• [TASK PROMPT] Nothing in the data should change when you return it, but leave the pictures out.
══ GIVEN INFORMATION
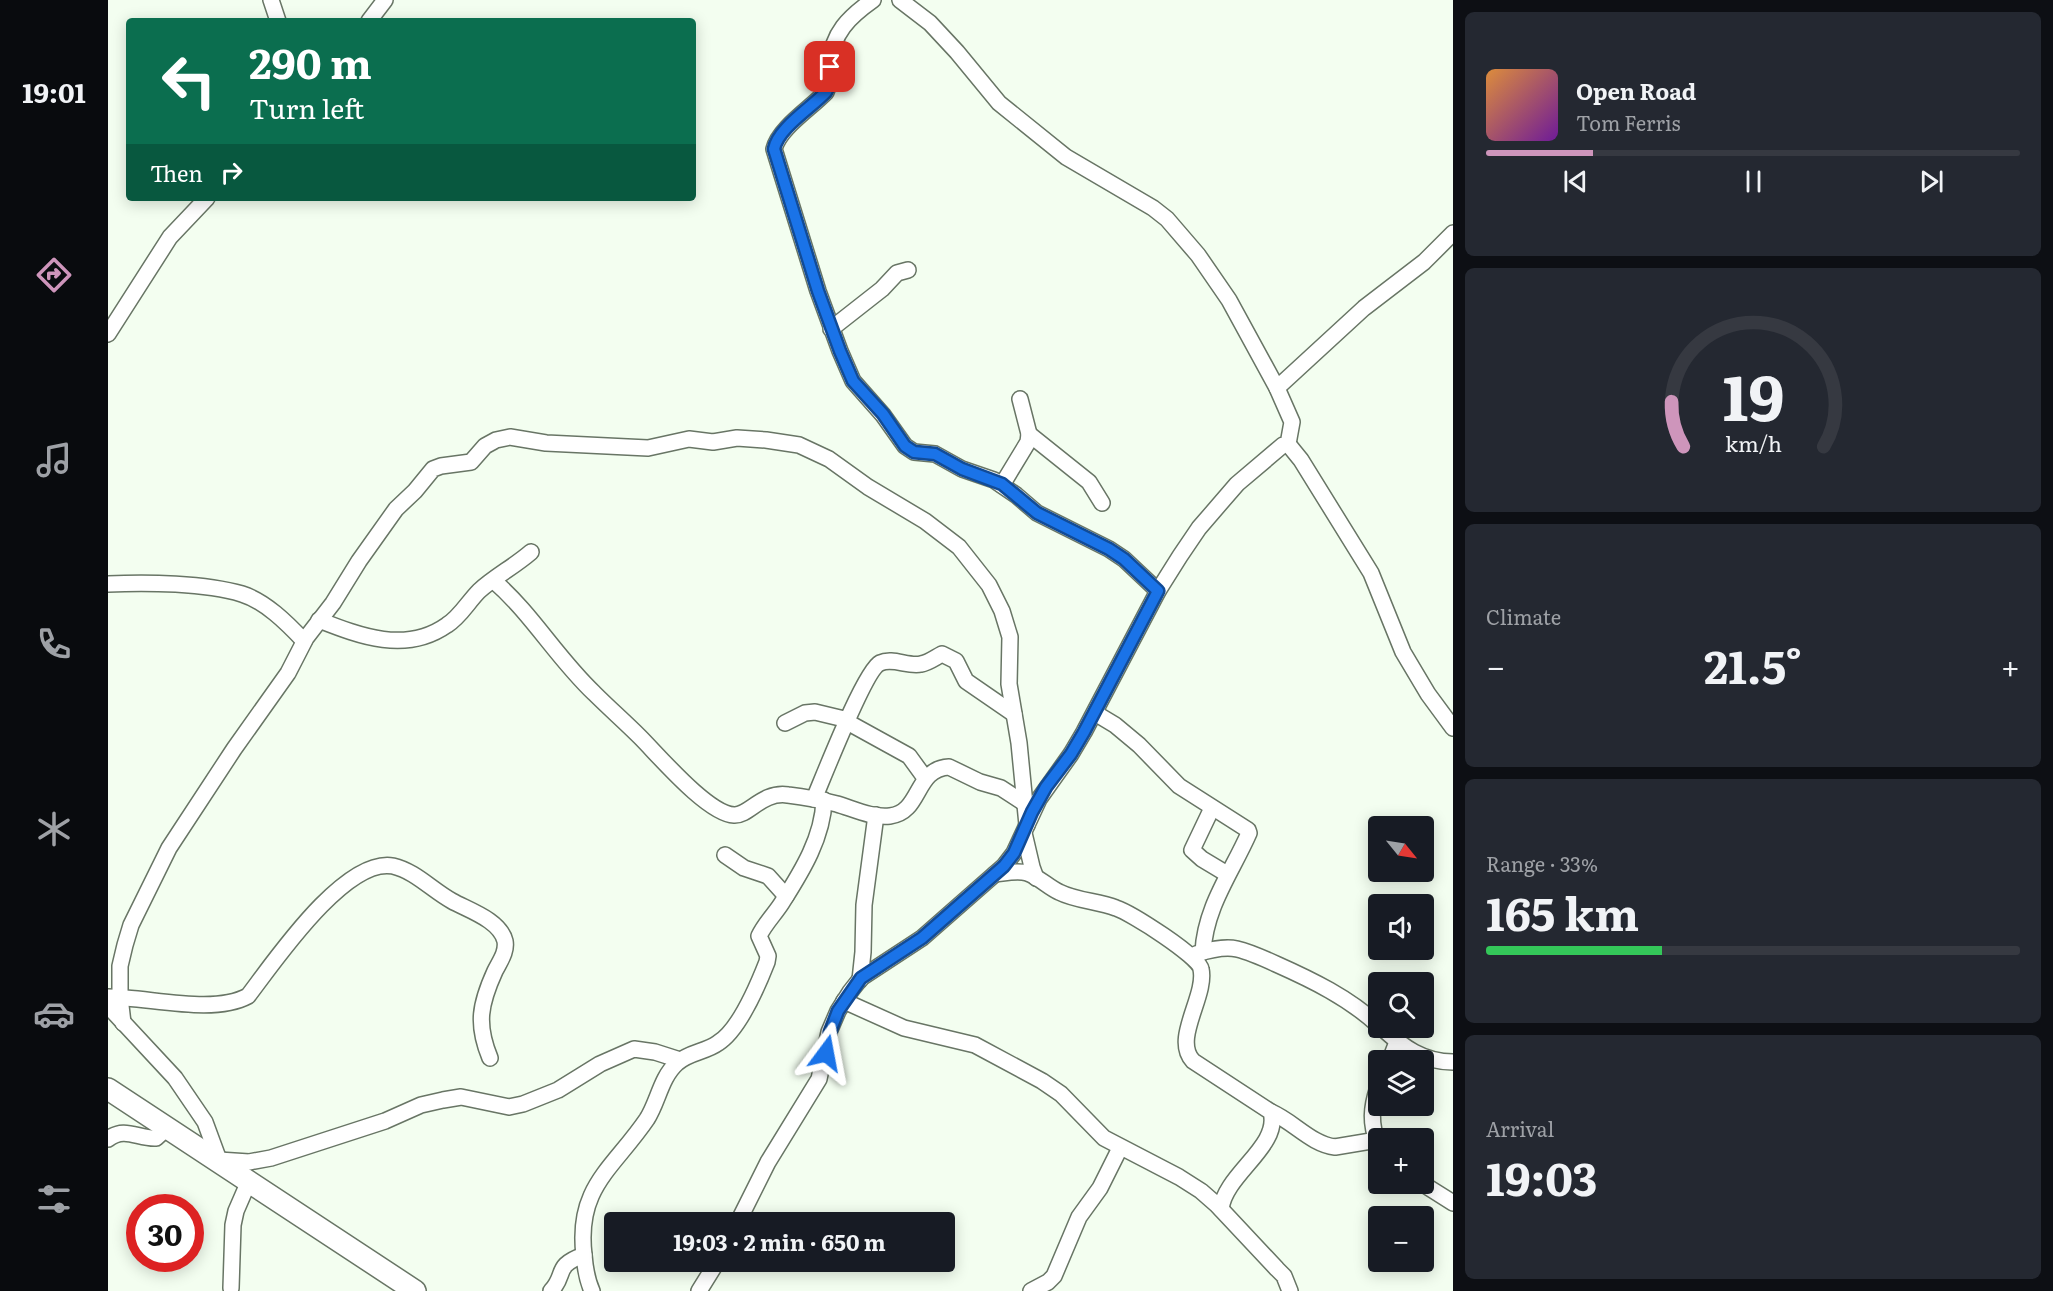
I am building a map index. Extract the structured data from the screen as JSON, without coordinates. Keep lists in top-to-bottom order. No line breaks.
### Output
{"north":"bottom right","page":{"tabs":"19:01","turn":["290 m","Turn left"],"song":["Open Road","Tom Ferris"],"then":"Then","tile":["Climate",["Range · 33%","165 km"],["Arrival","19:03"]],"heat":["−","21.5°","+"],"map_buttons":["+","−"],"limit":"30","trip":"19:03 · 2 min · 650 m","gauge":["19","km/h"]}}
════
• [RESPONSE AREA]
I am building a map index. Extract the structured data from the screen as JSON, without coordinates. Keep lists in top-to-bottom order. No line breaks.
### Output
{"north":"bottom right","page":{"tabs":"19:01","turn":["290 m","Turn left"],"song":["Open Road","Tom Ferris"],"then":"Then","tile":["Climate",["Range · 33%","165 km"],["Arrival","19:03"]],"heat":["−","21.5°","+"],"map_buttons":["+","−"],"limit":"30","trip":"19:03 · 2 min · 650 m","gauge":["19","km/h"]}}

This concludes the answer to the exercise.